1980'li yılların başına kadar; Petrolü ile ünlü, sürekli kalkınan hatta Türkiye'deki işsizlerin, Avrupa'dan sonra en büyük umudu olan bir ülkeydi.
Müteahhitlerimizin yurt dışında en fazla ihaleler aldığı, kalkınan, kişi başına düşen Milli Gelirde, Türkiyeyi çoktan geçmiş ve Başkenti Bağdat olan o ülkenin adı IRAK’tı.
Ülkemizin her yerinden, kamyonlar, TIR'lar bu ülkeye mal taşırdı.
Bu ülkenin, önce Başkan yardımcısı sonra da Cumhurbaşkanı olan, güya Sünni bir Arap, ancak; Milliyetçi Sosyalist BAAS partili bir de Başkanı Saddam Hüseyin'i vardı.
1979 yılında Rusya'nın ve darbecilerin desteğiyle resmen Devlet Başkanı olmuştu.
Ve birden o güne kadar sırtını yasladığı Rusya'yı satıp ABD'ye yanaşıverdi.
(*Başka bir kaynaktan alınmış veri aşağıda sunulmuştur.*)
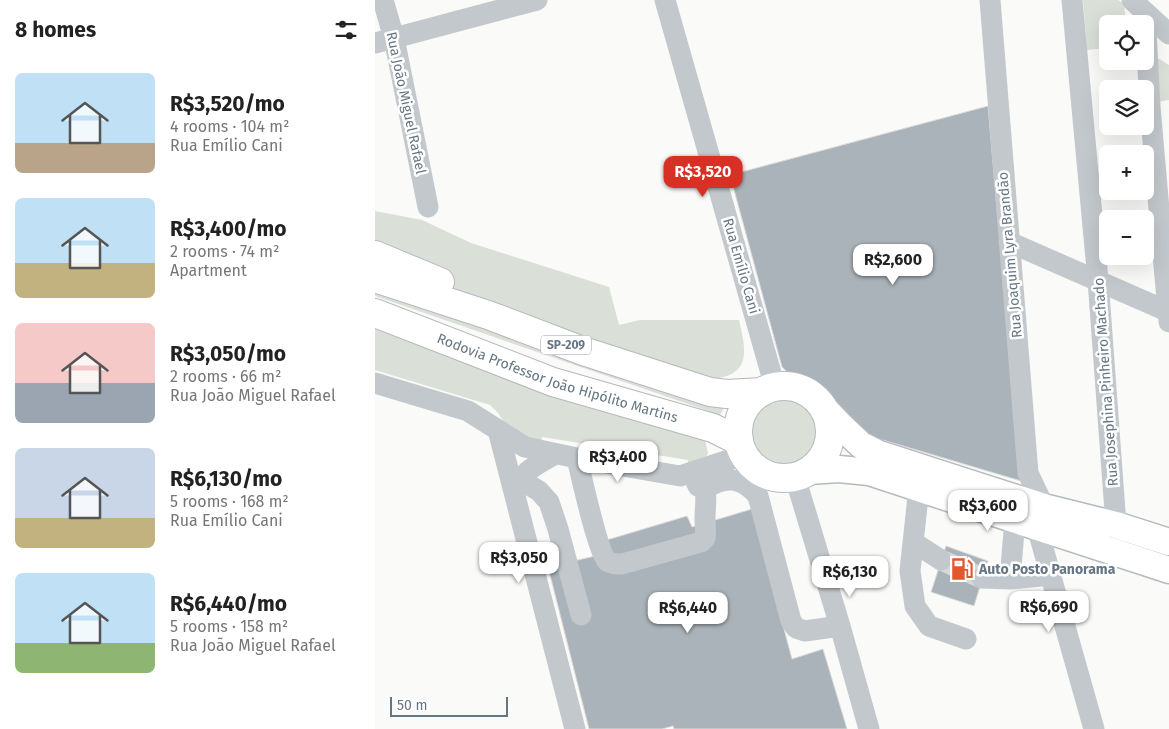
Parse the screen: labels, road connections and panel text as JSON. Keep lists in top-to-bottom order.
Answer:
{
  "streets": {
    "highway": ["SP-209", "Rodovia Professor João Hipólito Martins"],
    "street": [
      "Rua João Miguel Rafael",
      "Rua Joaquim Lyra Brandão",
      "Rua Emílio Cani",
      "Rua Josephina Pinheiro Machado"
    ]
  },
  "crossings": [
    ["Rua Emílio Cani", "SP-209"],
    ["Rua Emílio Cani", "Rodovia Professor João Hipólito Martins"],
    ["SP-209", "Rodovia Professor João Hipólito Martins"]
  ],
  "places": {
    "fuel station": ["Auto Posto Panorama"]
  },
  "scale_bar": "50 m",
  "page": {
    "heading": "8 homes",
    "map_buttons": ["+", "−"],
    "list": [
      {
        "name": "R$3,520/mo",
        "note": "4 rooms · 104 m² · Rua Emílio Cani"
      },
      {
        "name": "R$3,400/mo",
        "note": "2 rooms · 74 m² · Apartment"
      },
      {
        "name": "R$3,050/mo",
        "note": "2 rooms · 66 m² · Rua João Miguel Rafael"
      },
      {
        "name": "R$6,130/mo",
        "note": "5 rooms · 168 m² · Rua Emílio Cani"
      },
      {
        "name": "R$6,440/mo",
        "note": "5 rooms · 158 m² · Rua João Miguel Rafael"
      }
    ],
    "price": [
      "R$3,520",
      "R$2,600",
      "R$3,400",
      "R$3,600",
      "R$3,050",
      "R$6,130",
      "R$6,690",
      "R$6,440"
    ],
    "scale": "50 m"
  }
}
Daha sonra da yıllarca uşaklığını yaptığı ABD'nin, ülkesini işgal edip, kendisini bir çukurda yakaladığı 2003 yılına kadar yapmadığı mel'anet kalmadı!
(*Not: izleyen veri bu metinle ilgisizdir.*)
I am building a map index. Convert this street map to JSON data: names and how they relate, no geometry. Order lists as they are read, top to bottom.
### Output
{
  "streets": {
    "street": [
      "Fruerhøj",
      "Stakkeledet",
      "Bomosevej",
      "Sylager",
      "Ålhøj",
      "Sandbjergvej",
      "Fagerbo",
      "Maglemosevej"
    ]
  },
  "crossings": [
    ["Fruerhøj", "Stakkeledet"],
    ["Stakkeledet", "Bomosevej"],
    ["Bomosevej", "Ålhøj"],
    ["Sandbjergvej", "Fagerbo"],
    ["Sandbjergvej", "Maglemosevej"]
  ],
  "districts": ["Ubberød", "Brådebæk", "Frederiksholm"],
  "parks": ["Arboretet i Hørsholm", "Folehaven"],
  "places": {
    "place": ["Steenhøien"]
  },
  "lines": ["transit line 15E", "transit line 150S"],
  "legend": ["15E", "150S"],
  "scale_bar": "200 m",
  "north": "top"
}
ABD'nin emriyle 22 Eylül 1980'de aniden İran'ın hava alanlarını bombalayıp, karadan da İran'a girmeye başlamıştı...
Bu ahlaksız saldırıyla başlayan savaş 8 yıl sürecek, milyonlarca Müslümanın kanının akmasına yol açacak, iki ülkeyi de ekonomik felakete sürükleyecekti...
Sonuçta, binlerce yıllık Devlet geleneği ve siyaset tecrübesi olan İran ayakta kalacaktı ama, 30-40 yıldır devletcik olmaya çalışan Irak ve onun maceraperest Başkanı Saddam, ülkesiyle beraber kendisini de mahvedecekti.
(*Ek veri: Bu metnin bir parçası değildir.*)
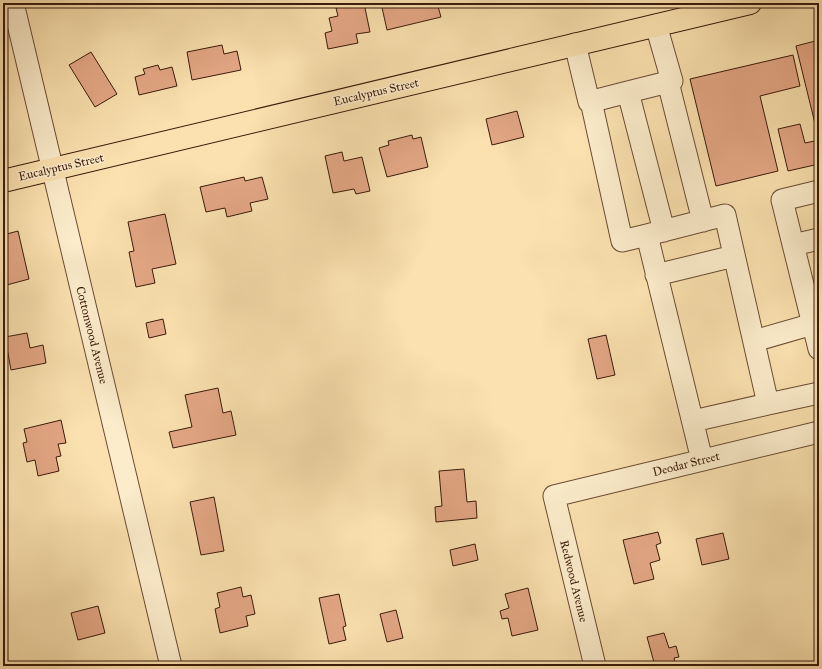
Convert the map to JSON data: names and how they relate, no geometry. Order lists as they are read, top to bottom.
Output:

İran'la savaşı bitirince yine ABD'nin el altından verdiği gazla, bir sabah aniden Kuveyt'i işgal edecekti ama bu onun için sonun başlangıcıydı…
İki kürt aşireti, Barzani ve Talabanileri birbirleriyle savaştırırdı.
Arada bir de; her ikisini asker, sivil demeden kimyasal silahlar dahi kullanarak üzerlerine yürüyüp bombalardı.
Kendisini; Arap Dünyasının ve güya Sunnilerin lideri görmeye başlayacak kadar etrafındaki dalkavukların gazına gelen biriydi.
Her yer heykelleriyle doluydu...
Çocuklarının bir anda kavuştukları zenginlikleri ise dillere destandı !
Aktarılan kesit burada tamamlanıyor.